She was right. She wasn’t his concern, or shouldn’t have been. But the thought of letting her leave the clinic by herself was enough to make his chest tighten with alarm. “If you don’t call the police, I will.”
Her glare was lethal. “I’ll tell them the intruder was you.”
“What?” He stared back at her, certain he’d misunderstood.
“If you call the police,” she said in a calm tone, “I’ll tell them you were the intruder who trashed my place.
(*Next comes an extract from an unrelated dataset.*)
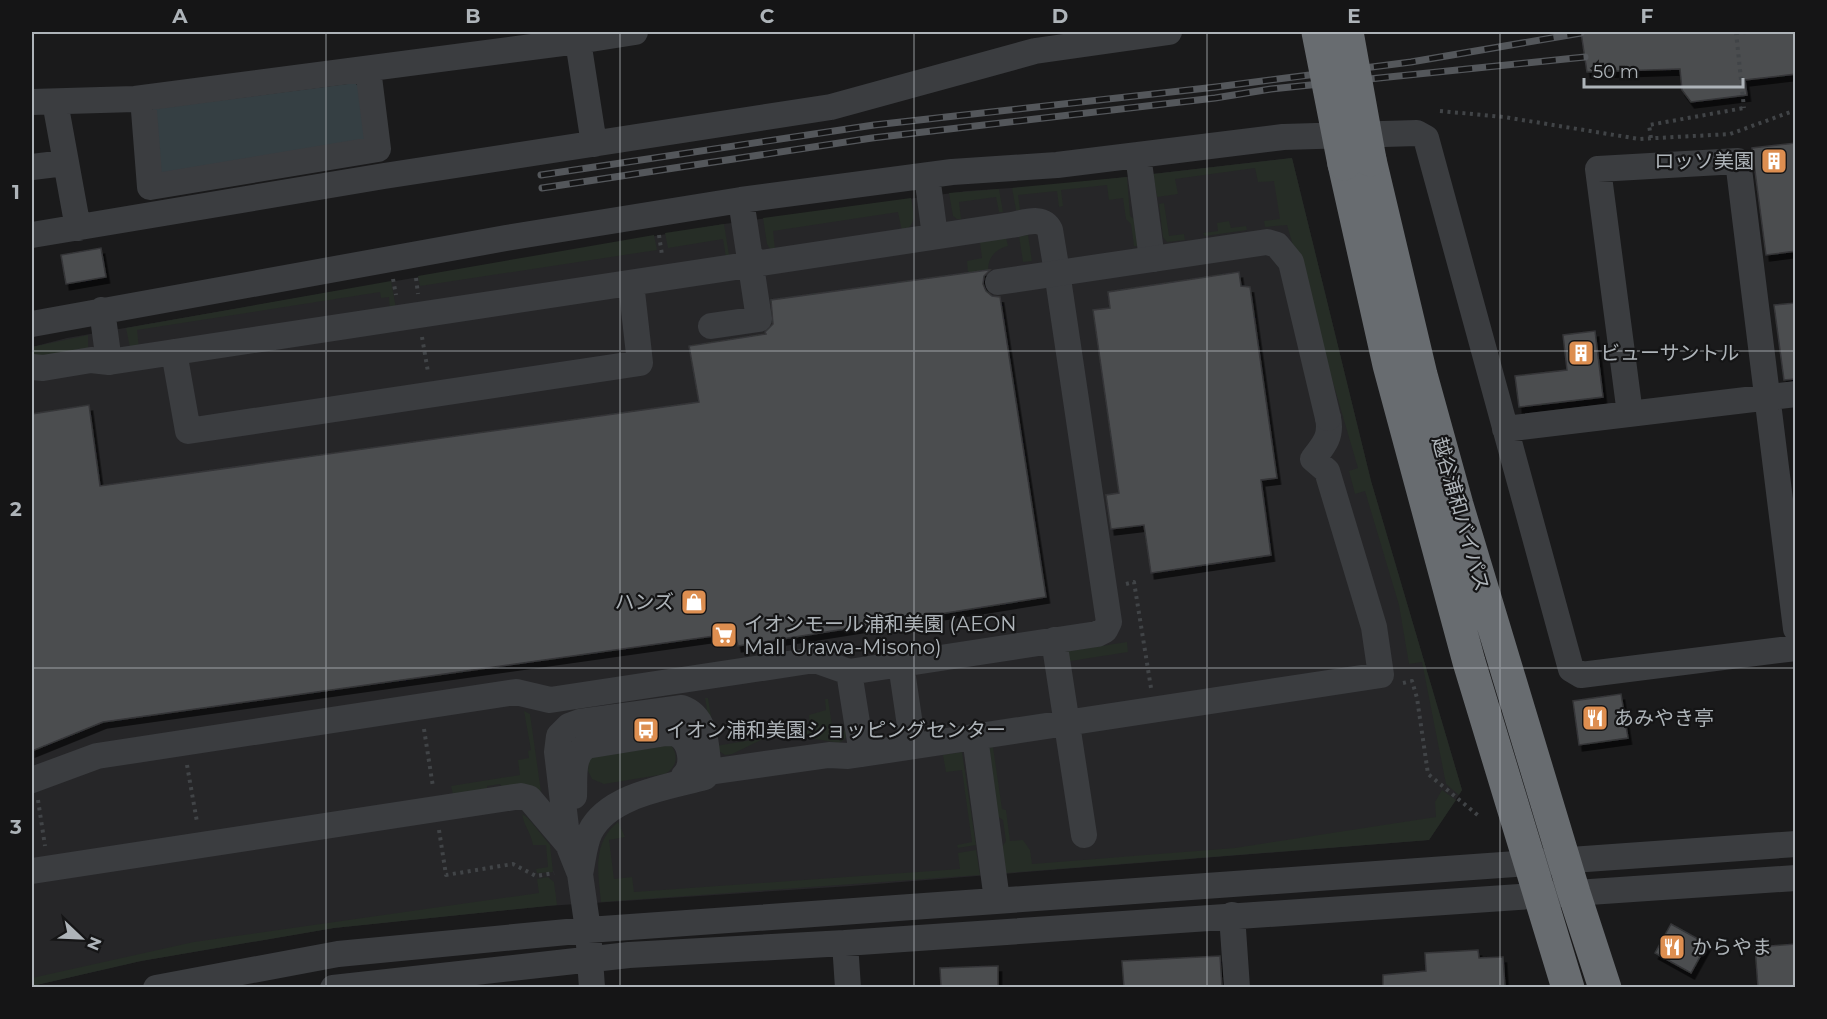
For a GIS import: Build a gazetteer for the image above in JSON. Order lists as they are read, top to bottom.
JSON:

That you’re an ex-boyfriend who stalked me here all the way from Texas and wouldn’t take no for an answer.”
Anger built in his gut, hot and painful. “You’d lie about me to the police?”
Her gaze snapped toward him. “Only if you force me to.”
“What the hell happened to you?” He lowered his voice, matching her tone. “I get that you probably hate me for the way I treated you, but you were never a liar.”
“How would you know?” She looked down at her clasped hands. “You never really knew me at all, did you? You only ever saw what you wanted.”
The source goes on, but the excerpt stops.